Contents:
CS W186 Spring 2019 Midterm 1
Do not turn this page until instructed to start the exam.
• You should receive one double-sided answer sheet and a 17-page exam packet. • The midterm has 5 questions, each with multiple parts.
• The midterm is worth a total of 60 points.
Taking the exam:
• You have 110 minutes to complete the midterm.
• All answers should be written on the answer sheet. The exam packet will be collected but not graded.
• For each question, place only your final answer on the answer sheet; do not show work.
• For multiple choice questions, please fill in the bubble or box completely as shown on the left below. Do not mark the box with an X or checkmark.
• Use the blank spaces in your exam for scratch paper.
Aids:
• You are allowed one 8.5” × 11” double-sided pages of notes.
• The only electronic devices allowed are basic scientific calculators with simple numeric readout. No
graphing calculators, tablets, cellphones, smartwatches, laptops, etc.
Grading Notes:
• All IOs must be written as integers. There is no such thing as 1.04 IOs – that is actually 2 IOs.
• 1 KB = 1024 bytes. We will be using powers of 2, not powers of 10
• Unsimplified answers, like those left in log format where simplification to integers is possible, will receive a point penalty.
1 Sorting and Hashing (14 points)
For this question, we consider the following relation:
CREATE TABLE students (
sid INTEGER PRIMARY KEY,
name VARCHAR(50) NOT NULL,
graduation_year INTEGER NOT NULL,
favorite_number INTEGER NOT NULL
);
Unless otherwise stated, assume that all hash functions used partition data evenly.
1. (2 points) If we have 100 pages of memory, and the students relation is 186,000 pages large, how many
I/Os are required to sort the relation on sid? Include the final write in your answer.
2. (2 points) If we have 10,000 pages of memory, and the students relation is 186 pages large, how many I/Os are required to sort the relation on favorite number? Include the final write in your answer.
3. (2 points) If we have 10 pages of memory, and the students relation is 200 pages large, how many I/Os are required to hash the relation on sid? Include the final write in your answer.
• sid is an integer ranging from 20000000-29999999.
• graduation year is one of 2019, 2020, 2021, 2022. • favorite number can be any 32-bit integer.
Solution: 1,116,000 I/Os. 2 merge passes are required (we have 1,860 runs before merging).

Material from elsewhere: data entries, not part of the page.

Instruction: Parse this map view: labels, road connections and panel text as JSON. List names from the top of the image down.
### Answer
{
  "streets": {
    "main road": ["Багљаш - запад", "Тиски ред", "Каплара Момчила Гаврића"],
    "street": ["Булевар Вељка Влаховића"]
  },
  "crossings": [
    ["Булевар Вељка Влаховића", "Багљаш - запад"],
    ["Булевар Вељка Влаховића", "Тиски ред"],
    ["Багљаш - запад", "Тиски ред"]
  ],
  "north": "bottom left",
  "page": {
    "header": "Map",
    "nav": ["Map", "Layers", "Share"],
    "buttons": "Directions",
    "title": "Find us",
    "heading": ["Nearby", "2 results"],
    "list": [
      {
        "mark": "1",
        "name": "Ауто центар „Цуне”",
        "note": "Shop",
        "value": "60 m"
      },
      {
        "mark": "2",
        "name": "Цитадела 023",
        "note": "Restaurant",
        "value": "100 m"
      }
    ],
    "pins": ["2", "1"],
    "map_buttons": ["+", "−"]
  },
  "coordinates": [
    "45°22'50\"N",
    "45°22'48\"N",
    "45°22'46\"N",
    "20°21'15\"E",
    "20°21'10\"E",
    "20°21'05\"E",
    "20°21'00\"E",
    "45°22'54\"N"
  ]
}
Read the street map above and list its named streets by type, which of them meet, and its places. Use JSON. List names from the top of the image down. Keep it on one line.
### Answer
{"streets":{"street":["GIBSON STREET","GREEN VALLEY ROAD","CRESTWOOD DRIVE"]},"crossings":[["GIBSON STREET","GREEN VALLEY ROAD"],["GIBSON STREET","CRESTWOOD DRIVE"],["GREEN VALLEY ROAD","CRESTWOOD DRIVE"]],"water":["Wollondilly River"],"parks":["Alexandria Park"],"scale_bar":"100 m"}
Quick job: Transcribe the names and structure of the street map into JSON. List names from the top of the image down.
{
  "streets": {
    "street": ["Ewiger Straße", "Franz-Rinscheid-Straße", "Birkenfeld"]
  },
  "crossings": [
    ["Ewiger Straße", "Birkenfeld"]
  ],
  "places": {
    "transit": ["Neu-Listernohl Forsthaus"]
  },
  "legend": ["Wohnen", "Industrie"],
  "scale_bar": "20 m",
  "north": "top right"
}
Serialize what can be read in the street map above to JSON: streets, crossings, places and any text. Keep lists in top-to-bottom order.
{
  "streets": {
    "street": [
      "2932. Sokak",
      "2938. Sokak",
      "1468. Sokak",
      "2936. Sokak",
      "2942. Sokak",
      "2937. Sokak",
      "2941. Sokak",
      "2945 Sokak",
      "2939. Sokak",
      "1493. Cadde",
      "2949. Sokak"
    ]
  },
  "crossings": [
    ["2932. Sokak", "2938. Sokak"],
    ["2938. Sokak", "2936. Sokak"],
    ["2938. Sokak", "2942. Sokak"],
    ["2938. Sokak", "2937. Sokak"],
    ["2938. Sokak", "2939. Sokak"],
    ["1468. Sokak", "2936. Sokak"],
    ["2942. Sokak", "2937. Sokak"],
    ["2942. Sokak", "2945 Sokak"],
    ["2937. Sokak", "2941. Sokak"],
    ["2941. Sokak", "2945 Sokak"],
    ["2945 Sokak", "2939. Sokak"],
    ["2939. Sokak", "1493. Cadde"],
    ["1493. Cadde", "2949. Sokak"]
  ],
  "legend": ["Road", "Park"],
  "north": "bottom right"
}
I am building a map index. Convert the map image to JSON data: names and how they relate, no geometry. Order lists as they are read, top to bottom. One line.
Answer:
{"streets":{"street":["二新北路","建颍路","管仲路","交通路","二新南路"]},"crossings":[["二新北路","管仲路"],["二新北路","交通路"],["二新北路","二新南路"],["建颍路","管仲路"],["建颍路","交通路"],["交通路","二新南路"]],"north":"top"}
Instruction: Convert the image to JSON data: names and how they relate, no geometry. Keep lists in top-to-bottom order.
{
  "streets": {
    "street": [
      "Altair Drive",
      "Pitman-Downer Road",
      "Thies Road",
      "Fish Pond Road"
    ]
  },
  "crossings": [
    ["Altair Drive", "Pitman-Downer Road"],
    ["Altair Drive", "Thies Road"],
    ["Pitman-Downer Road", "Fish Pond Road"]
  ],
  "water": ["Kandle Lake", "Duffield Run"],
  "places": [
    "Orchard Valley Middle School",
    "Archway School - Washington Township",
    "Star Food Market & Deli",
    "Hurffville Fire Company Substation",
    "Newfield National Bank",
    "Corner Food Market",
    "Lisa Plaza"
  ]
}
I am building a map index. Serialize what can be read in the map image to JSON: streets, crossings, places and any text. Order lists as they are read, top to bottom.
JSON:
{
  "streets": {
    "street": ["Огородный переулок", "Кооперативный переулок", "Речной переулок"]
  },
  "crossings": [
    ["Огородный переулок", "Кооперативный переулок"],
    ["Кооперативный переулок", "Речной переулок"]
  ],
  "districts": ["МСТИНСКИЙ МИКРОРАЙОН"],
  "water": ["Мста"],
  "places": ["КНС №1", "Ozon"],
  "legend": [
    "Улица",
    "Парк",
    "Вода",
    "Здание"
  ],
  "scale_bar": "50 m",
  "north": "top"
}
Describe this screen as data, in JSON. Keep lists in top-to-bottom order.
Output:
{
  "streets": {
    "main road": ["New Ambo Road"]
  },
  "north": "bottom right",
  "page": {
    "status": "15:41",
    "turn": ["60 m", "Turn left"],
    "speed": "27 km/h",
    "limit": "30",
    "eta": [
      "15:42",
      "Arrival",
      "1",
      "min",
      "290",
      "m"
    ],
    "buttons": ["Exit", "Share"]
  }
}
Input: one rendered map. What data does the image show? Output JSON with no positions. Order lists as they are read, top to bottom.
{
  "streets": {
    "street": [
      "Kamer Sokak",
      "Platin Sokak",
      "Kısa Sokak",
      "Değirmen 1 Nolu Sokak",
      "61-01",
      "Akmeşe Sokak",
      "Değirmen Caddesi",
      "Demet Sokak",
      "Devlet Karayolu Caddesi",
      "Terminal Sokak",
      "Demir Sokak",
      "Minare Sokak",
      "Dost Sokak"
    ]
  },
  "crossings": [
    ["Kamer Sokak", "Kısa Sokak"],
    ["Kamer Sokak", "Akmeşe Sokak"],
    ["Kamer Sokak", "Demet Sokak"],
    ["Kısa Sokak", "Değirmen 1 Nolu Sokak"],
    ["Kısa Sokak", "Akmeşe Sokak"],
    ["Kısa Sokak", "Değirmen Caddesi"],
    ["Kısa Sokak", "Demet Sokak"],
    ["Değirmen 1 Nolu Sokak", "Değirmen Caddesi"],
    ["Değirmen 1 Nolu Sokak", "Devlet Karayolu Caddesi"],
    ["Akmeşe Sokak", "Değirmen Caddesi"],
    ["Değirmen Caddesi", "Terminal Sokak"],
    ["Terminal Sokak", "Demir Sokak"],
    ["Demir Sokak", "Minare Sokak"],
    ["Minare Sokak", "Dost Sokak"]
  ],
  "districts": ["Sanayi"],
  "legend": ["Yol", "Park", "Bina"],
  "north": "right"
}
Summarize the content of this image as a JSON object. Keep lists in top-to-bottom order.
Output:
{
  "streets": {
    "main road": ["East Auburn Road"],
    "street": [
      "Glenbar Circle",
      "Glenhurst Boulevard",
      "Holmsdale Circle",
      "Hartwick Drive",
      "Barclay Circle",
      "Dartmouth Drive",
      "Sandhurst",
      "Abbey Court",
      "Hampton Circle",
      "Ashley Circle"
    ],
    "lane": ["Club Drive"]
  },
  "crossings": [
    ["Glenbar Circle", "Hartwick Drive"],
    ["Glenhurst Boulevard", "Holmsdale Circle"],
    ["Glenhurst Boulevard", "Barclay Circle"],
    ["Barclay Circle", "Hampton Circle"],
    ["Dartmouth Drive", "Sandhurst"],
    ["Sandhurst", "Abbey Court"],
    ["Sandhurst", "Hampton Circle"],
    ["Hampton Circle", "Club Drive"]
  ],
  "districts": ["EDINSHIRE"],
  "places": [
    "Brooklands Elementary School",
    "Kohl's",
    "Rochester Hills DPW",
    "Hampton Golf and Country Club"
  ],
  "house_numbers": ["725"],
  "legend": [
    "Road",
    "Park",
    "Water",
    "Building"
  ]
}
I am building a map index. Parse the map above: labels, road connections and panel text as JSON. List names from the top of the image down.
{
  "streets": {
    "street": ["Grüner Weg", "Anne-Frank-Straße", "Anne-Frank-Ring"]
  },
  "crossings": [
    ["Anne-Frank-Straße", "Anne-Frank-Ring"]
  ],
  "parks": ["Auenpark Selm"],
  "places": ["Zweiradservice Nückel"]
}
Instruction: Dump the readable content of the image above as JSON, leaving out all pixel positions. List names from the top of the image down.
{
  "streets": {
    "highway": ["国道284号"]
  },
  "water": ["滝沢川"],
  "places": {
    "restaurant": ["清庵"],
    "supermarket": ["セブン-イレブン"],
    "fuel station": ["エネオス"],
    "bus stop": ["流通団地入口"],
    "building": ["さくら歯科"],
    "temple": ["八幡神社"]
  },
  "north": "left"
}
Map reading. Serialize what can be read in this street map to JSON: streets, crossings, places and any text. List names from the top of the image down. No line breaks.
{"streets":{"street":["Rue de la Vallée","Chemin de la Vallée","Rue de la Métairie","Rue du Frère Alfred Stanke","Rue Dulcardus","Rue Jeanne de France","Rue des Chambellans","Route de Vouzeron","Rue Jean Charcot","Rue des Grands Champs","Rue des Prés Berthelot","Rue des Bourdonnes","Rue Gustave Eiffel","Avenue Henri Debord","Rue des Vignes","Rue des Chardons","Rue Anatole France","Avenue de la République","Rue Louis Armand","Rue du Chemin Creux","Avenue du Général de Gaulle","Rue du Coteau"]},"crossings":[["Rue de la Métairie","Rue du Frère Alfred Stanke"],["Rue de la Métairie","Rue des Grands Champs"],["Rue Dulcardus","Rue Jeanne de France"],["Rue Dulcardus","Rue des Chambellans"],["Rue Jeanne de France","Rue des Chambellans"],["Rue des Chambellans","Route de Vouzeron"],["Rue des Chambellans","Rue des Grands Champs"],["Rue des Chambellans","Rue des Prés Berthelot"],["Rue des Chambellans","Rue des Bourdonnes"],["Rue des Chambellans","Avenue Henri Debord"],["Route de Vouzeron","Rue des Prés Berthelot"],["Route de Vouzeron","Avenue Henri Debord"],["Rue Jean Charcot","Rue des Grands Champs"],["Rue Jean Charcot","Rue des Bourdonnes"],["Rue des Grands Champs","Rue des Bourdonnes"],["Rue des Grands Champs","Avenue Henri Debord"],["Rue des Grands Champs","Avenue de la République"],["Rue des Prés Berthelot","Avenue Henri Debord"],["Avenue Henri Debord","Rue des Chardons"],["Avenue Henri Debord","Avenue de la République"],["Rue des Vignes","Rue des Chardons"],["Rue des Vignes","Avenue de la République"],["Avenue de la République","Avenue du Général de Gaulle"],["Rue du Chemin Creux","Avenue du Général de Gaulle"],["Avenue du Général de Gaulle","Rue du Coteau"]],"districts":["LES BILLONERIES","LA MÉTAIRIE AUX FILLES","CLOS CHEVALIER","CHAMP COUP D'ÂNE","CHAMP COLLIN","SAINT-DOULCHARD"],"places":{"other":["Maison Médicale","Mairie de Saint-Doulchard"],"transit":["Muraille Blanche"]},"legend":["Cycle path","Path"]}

Solution: 372 I/Os. We can do this in memory and no merge passes are required.
Solution: 1343 I/Os.
We partition 200 pages into B – 1 = 10 – 1 = 9 partitions. ⌈200/9⌉ = 23, so each partition is 23 pages. We need to recursively partition all of these partitions again, since they are all too large to fit in our buffer (they need to be at most B = 10 pages large).
After recursively partitioning a 23-page partition, we get ⌈23/9⌉ = 3 pages per partition. This will definitely fit into our buffer, so we can read in these partitions, build in memory hash tables out of them, and then write the hash tables to disk.
The first partitioning step reads in 200 pages and writes 23 · 9 = 207 pages.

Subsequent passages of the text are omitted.